▸ **Exercise description**
What is the number of lines in these records that hold the word "linejoin"? Reply with that number alone.

▸ **Material shown**
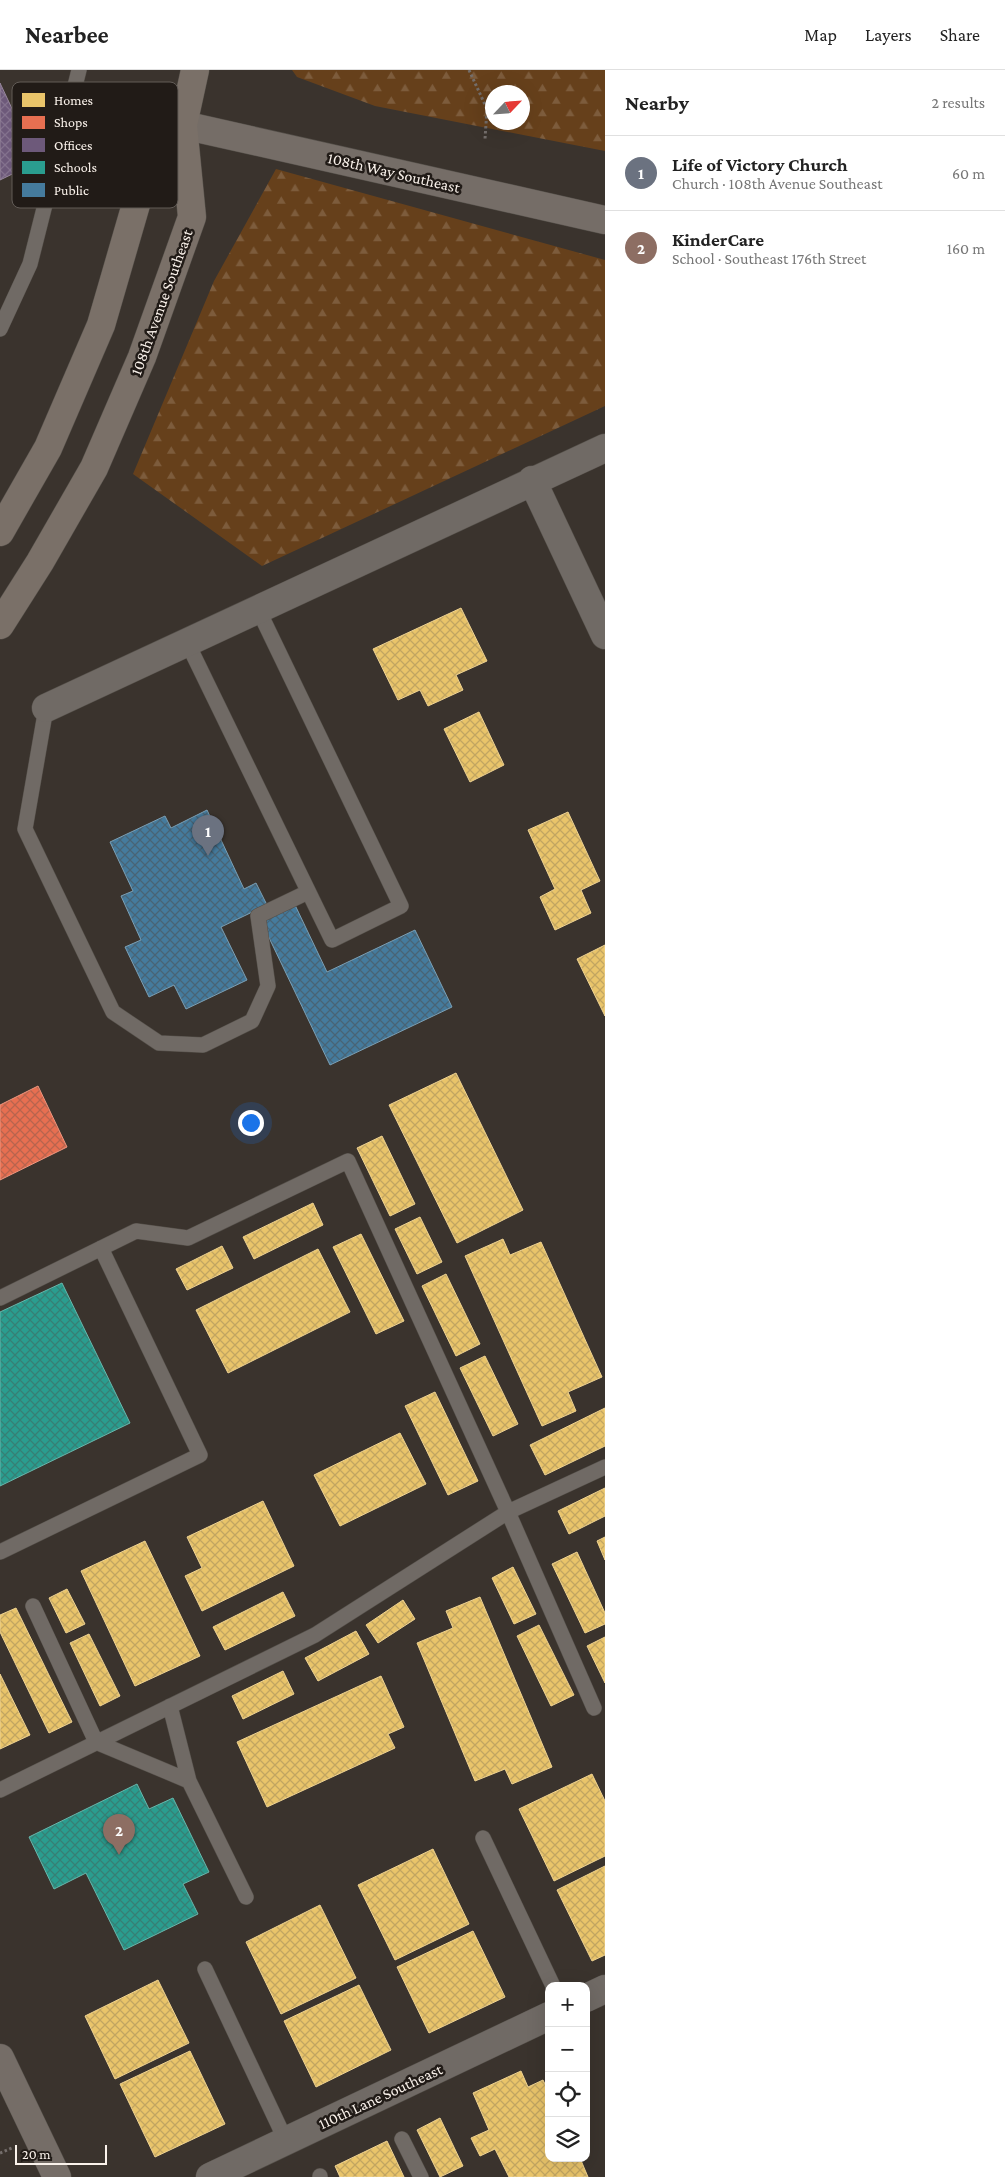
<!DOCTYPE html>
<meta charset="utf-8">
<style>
body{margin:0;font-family:"Crimson Pro",serif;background:#f2f2f2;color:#222}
.controls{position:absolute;right:15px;bottom:15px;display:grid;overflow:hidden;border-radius:10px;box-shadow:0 5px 20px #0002}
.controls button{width:45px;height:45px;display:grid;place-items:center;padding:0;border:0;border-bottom:1px solid #e0e0e0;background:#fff;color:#222;font:25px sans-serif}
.compass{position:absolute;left:485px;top:15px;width:45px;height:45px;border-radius:50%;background:#fff;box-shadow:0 5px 20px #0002;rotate:64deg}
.scale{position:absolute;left:15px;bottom:12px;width:92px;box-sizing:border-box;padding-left:5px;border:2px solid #faf2eb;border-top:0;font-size:14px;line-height:18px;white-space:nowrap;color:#faf2eb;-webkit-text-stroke:4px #211b17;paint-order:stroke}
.you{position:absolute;left:250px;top:1052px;width:18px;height:18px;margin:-12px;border:4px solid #fff;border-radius:50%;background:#1a73e8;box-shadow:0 0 0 8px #1a73e833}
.badge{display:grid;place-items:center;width:32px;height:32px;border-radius:50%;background:#ea580c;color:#fff;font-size:16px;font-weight:700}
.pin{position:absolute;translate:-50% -41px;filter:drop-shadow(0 1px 2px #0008)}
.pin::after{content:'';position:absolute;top:26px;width:18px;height:15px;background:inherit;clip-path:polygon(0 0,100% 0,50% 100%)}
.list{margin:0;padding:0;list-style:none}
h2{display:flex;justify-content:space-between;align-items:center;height:65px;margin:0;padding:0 20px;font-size:21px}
h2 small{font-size:16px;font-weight:400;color:#767676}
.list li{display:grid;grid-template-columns:32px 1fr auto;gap:15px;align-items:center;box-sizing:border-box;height:75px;padding:0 20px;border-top:1px solid #e0e0e0}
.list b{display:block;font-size:19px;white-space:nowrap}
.list p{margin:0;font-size:16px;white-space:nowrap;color:#767676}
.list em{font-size:16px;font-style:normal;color:#767676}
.icon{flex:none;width:28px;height:28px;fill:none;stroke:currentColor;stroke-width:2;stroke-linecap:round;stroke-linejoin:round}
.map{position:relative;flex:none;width:605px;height:2107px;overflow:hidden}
header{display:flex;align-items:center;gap:30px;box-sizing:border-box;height:70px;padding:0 25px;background:#fff;border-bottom:1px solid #e0e0e0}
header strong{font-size:24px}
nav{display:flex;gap:28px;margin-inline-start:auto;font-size:18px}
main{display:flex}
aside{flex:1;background:#fff}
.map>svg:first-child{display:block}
.forest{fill:url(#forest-firs);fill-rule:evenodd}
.homes{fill:url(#homes-cross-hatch);stroke:#eed291}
.shops{fill:url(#shops-cross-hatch);stroke:#ed967f}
.offices{fill:url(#offices-cross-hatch);stroke:#97879c}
.schools{fill:url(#schools-cross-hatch);stroke:#68b6ab}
.public{fill:url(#public-cross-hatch);stroke:#7b9fb4}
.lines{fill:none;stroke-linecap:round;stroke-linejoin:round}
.lane-casing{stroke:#544f49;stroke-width:16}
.street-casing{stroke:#544f49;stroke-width:29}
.secondary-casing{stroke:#544f49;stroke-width:29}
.primary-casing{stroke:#544f49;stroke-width:29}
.path{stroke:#746e6b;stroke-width:3;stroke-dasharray:2.5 2.5;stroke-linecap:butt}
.lane{stroke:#706a65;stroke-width:15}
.street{stroke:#706a65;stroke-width:28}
.secondary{stroke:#756d67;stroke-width:28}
.primary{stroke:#7a7068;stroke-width:28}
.labels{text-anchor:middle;stroke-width:5;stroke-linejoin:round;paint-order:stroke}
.street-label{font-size:16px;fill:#faf2eb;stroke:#211b17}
.key{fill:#211b17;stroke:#625c57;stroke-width:1}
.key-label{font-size:14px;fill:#faf2eb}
</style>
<header>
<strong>Nearbee</strong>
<nav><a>Map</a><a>Layers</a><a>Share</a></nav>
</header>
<main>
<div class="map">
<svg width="605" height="2107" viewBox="0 0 605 2107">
<defs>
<pattern id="forest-firs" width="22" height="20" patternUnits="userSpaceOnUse" patternTransform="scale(1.25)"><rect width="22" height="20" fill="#66401b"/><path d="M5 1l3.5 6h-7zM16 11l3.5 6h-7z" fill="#7d5c3c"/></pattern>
<pattern id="homes-cross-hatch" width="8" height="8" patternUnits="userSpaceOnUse" patternTransform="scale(1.25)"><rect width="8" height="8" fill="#e9c46a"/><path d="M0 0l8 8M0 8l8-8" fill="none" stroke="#c2a561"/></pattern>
<pattern id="shops-cross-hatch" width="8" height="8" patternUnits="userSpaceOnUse" patternTransform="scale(1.25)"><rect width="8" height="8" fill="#e76f51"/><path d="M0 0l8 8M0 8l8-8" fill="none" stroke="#b8644e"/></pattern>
<pattern id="offices-cross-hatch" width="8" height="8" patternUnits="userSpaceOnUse" patternTransform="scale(1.25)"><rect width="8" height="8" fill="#6d597a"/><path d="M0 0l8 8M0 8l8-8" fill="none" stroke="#83718d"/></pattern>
<pattern id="schools-cross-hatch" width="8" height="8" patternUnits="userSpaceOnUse" patternTransform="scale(1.25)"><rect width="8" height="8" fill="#2a9d8f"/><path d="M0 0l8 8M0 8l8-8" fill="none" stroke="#368075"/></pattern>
<pattern id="public-cross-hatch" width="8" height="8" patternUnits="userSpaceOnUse" patternTransform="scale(1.25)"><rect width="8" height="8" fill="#457b9d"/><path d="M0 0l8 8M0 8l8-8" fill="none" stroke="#486476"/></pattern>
</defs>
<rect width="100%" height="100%" fill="#3a332d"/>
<path class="forest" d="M292 0H605V81L375 36 297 7ZM492 22H522V52H492Z
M276 99 605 190V336L262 496 133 404 214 211Z"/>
<path class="homes" d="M461 538 487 591 456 605 463 620 428 636 420 620 398 630 373 579Z
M479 642 504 695 470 712 444 659Z
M568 742 600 811 581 820 591 843 555 860 540 827 555 819 528 760Z
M605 875V946L577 889Z
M456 1003 523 1140 457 1173 389 1035Z
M382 1066 415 1134 390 1146 357 1078Z
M313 1133 323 1155 254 1189 243 1167Z
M420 1147 442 1192 417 1204 395 1159Z
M361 1164 404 1251 376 1264 333 1177Z
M503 1169 510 1185 541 1172 602 1307 568 1322 576 1341 542 1356 465 1186Z
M222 1176 233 1198 187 1220 176 1199Z
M318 1179 350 1242 228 1303 196 1240Z
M446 1204 480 1274 456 1286 422 1216Z
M485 1286 518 1354 493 1366 460 1298Z
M435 1322 478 1411 448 1425 405 1336Z
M605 1338V1376L545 1405 530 1375Z
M400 1363 426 1414 340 1456 314 1405Z
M605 1418V1446L569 1464 558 1441Z
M263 1431 294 1496 202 1541 185 1506 202 1498 187 1467Z
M605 1467V1490L597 1471Z
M145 1471 200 1586 135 1616 81 1501Z
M577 1482 605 1543V1554L585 1563 552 1494Z
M513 1497 536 1544 514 1554 492 1508Z
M67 1519 85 1554 66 1563 49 1528Z
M283 1522 295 1546 225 1580 213 1557Z
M480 1527 552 1697 512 1714 505 1699 475 1711 417 1573 453 1558 446 1541Z
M403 1530 415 1549 378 1573 366 1555Z
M16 1538 72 1652 49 1663 0 1562V1545Z
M539 1555 574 1625 551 1636 517 1566Z
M356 1561 369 1584 318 1611 305 1588Z
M89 1564 120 1626 100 1636 70 1573Z
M605 1567V1613L587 1576Z
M283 1601 294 1624 243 1649 232 1626Z
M0 1604 30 1665 0 1679Z
M381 1606 404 1657 388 1664 395 1678 267 1737 237 1672Z
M592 1704 605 1731V1786L554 1811 519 1739Z
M433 1779 469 1854 395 1890 358 1815Z
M605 1796V1885L592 1891 557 1820Z
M320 1835 356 1908 281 1944 246 1872Z
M473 1861 505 1927 429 1963 397 1897Z
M158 1910 189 1973 115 2009 85 1946Z
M359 1915 391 1980 316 2017 284 1951Z
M190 1981 225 2054 155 2087 120 2014Z
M521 2001 528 2017 543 2010 549 2022V2088H580L588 2107H509L495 2079 480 2086 471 2068 489 2060 473 2023Z
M440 2048 463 2096 440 2107 417 2060Z
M387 2071 404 2107H340L335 2096Z"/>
<path class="shops" d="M38 1016 67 1077 0 1110V1035Z"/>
<path class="offices" d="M0 13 37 92 0 110Z"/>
<path class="schools" d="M62 1213 130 1353 0 1416V1242Z
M137 1714 149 1739 173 1728 209 1802 183 1814 198 1844 124 1880 86 1803 54 1819 29 1767Z"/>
<path class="public" d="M207 740 244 819 256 813 267 835 221 857 247 910 186 939 174 915 149 927 125 877 141 870 121 826 133 821 110 772 165 746 171 758Z
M295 835 327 902 415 860 452 937 330 995 261 851Z"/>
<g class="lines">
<g class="lane-casing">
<path id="lane" d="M0 259 30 194 79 0
M187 572 332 870 401 836 258 539
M46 638 25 759 113 942 159 973 203 975 252 951 268 916 258 846 308 822
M0 1228 136 1161 188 1168 348 1091 508 1442 605 1397
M0 1482 200 1385 101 1178
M33 1536 96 1672 189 1711
M170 1636 189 1711 246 1827
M0 1720 315 1565 508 1442 594 1638
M483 1768 553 1916
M205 1899 286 2071
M402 2069 421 2107
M320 2106V2107"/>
</g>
<g class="street-casing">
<path id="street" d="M532 410 605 565
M46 638 605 378
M586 1928 605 1919
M210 2107 549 1946"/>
</g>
<g class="secondary-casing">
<path id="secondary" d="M183 55 605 150
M0 1988 57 2107"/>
</g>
<g class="primary-casing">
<path id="primary" d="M0 462 48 378 101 255 137 131 183 55
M0 555 40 492 94 398 142 287 192 147 183 55 195 0"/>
</g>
<path class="path" d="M469 0 487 39 485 69
M0 2083 12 2078"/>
<use href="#lane" class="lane"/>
<use href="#street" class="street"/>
<use href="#secondary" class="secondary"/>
<use href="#primary" class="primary"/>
</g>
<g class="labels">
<g class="street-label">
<text transform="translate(394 102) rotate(13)" y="6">108th Way Southeast</text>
<text transform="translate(161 232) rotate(-70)" y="6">108th Avenue Southeast</text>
<text transform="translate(380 2026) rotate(-25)" y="6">110th Lane Southeast</text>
</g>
</g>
<rect x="12" y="12" width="166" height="126" rx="8" class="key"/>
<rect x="22" y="23" width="23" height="14" fill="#e9c46a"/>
<rect x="22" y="46" width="23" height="13" fill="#e76f51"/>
<rect x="22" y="68" width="23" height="14" fill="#6d597a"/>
<rect x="22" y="91" width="23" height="13" fill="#2a9d8f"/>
<rect x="22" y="113" width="23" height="14" fill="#457b9d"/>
<g class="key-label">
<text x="54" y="35">Homes</text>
<text x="54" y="57">Shops</text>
<text x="54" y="80">Offices</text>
<text x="54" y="102">Schools</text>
<text x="54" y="125">Public</text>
</g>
</svg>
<div class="controls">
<button>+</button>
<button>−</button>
<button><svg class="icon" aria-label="locate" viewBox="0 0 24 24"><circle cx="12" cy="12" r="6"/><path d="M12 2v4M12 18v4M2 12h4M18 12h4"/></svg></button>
<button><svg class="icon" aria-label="layers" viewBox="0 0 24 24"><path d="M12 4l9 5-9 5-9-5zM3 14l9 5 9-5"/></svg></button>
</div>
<svg class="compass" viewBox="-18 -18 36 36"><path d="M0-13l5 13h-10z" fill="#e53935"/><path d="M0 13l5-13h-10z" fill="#767676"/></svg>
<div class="scale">20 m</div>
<div class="you"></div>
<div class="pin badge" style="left:208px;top:786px;background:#6b7280">1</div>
<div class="pin badge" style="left:119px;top:1785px;background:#8d6e63">2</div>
</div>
<aside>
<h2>Nearby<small>2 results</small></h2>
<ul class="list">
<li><span class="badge" style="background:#6b7280">1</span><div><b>Life of Victory Church</b><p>Church · 108th Avenue Southeast</p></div><em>60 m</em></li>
<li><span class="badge" style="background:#8d6e63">2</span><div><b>KinderCare</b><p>School · Southeast 176th Street</p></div><em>160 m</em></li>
</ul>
</aside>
</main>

▸ **Solution to the problem**
3